Another element that likely contributed to vampire lore was ignorance about the decomposition process. When a body decomposes, it goes through several distinct stages. The muscles stiffen, then relax. The skin dries and shrinks. Gasses released by the decomposition process cause the body to bloat and might push any remaining blood or other bodily fluids out the body’s orifices.
People back in the Middle Ages had no conception of any of this though. They might uncover a corpse and find it appeared fatter than when they’d buried it, with rivulets of blood draining from its lips. Besides that, its nails and hair would seem to have grown! To them, the only logical conclusion was that the body was coming out of the grave at night, and feasting on the blood of the living (seems a leap of logic to me, but hey I didn’t live back then.)
There were myriad ways of dealing with the vampire threat. If illness fell over the community, people would begin vampire hunts, many times digging up recently buried graves. They’d look for the signs of decomposition I outlined above, and if found they would take what we might consider drastic actions. Sometimes the body would be burned. Many times they would drive a wooden stake through the heart, stuff the corpse’s mouth with garlic, then lop off the head and lay it face down. Sometimes, they would rig a farming sickle into the coffin, positioned over the neck, so that when the corpse rose it would decapitate itself as it tried to leave the grave.

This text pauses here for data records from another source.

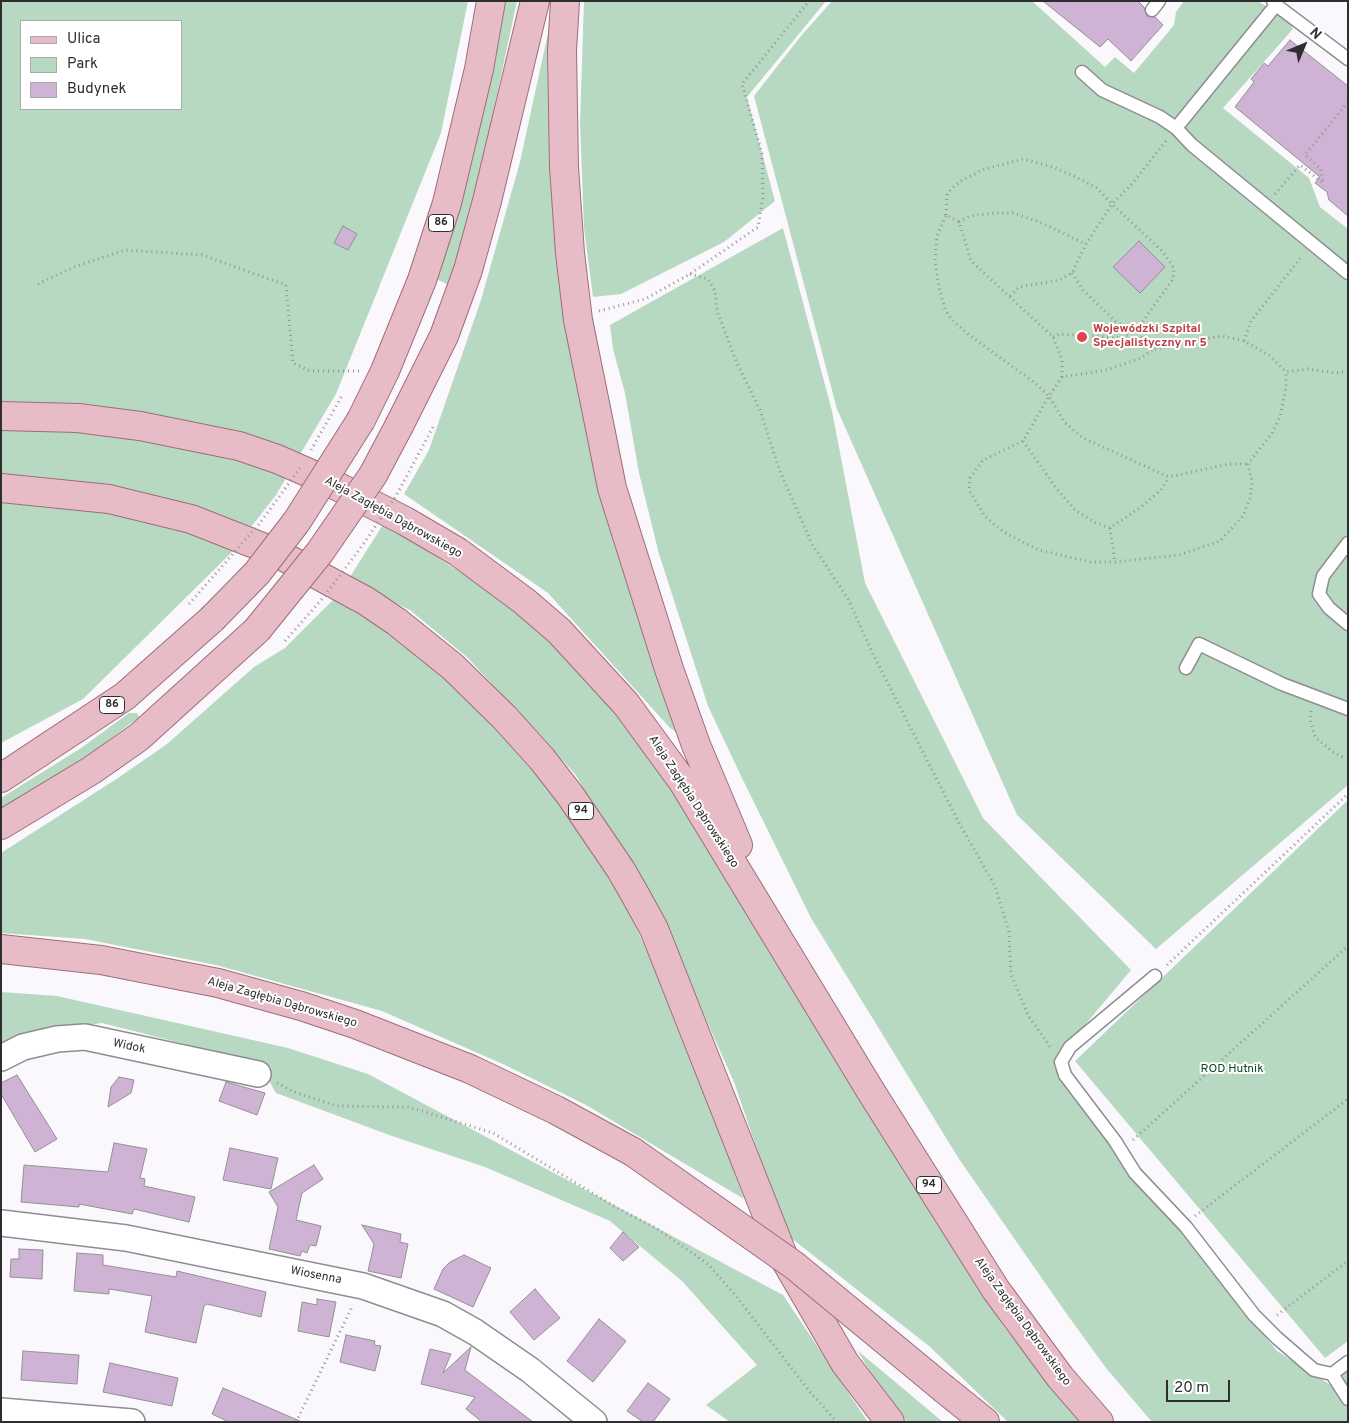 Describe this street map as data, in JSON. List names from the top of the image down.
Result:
{
  "streets": {
    "main road": ["86", "Aleja Zagłębia Dąbrowskiego", "94"],
    "street": ["Widok", "Wiosenna"]
  },
  "crossings": [
    ["Aleja Zagłębia Dąbrowskiego", "94"]
  ],
  "parks": ["ROD Hutnik"],
  "places": ["Wojewódzki Szpital Specjalistyczny nr 5"],
  "legend": ["Ulica", "Park", "Budynek"],
  "scale_bar": "20 m",
  "north": "top right"
}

Sound bizarre? Sound like the delusions of a benighted age? It still happens. In the back woods of East Europe, the belief in vampires is still strong. People still perform the old customs to protect themselves against nosferatu.
Should it be any surprise? Vampires are ingrained in our pop culture. They dominate the cinema and our television screens. They live in our novels and comic books.
Nowadays they’ve become watered down. Now vampires are quaffed and shiny, with model looks and expensive clothes. In some ways, that echoes the old style vampire: Dracula was a nobleman with all the trappings thereof. But the old style vampires had something the new ones lack: a monstrous side. The old vampires were unequivocally monstrous and evil. They were ugly beneath the beautiful facade. They killed to live, and lived to kill. They slept in grave dirt. They were doomed to lurk the night for all eternity, separate from but preying on the sunlit world of humanity.
New vampires lack any sort of disadvantage the old ones suffered. They are ‘vegetarians.’ They’re always beautiful. They don’t burst into flame in sunlight, nor are they forced to sleep in grave dirt at night. They’re homogenized, safe, and terribly boring.
I say we put the bite back into vampires. Want to see vamps from the good old days? Read Dracula. Watch Bram Stoker’s Dracula, the movie. I might also recommend the anime Hellsing. Watch Universal Picture’s Dracula as well. And definitely check out Stephen King’s ‘Salem’s Lot. Feel free to recommend any other great vampire movies or books, and let’s all reclaim that once great archetype of evil, the Vampire.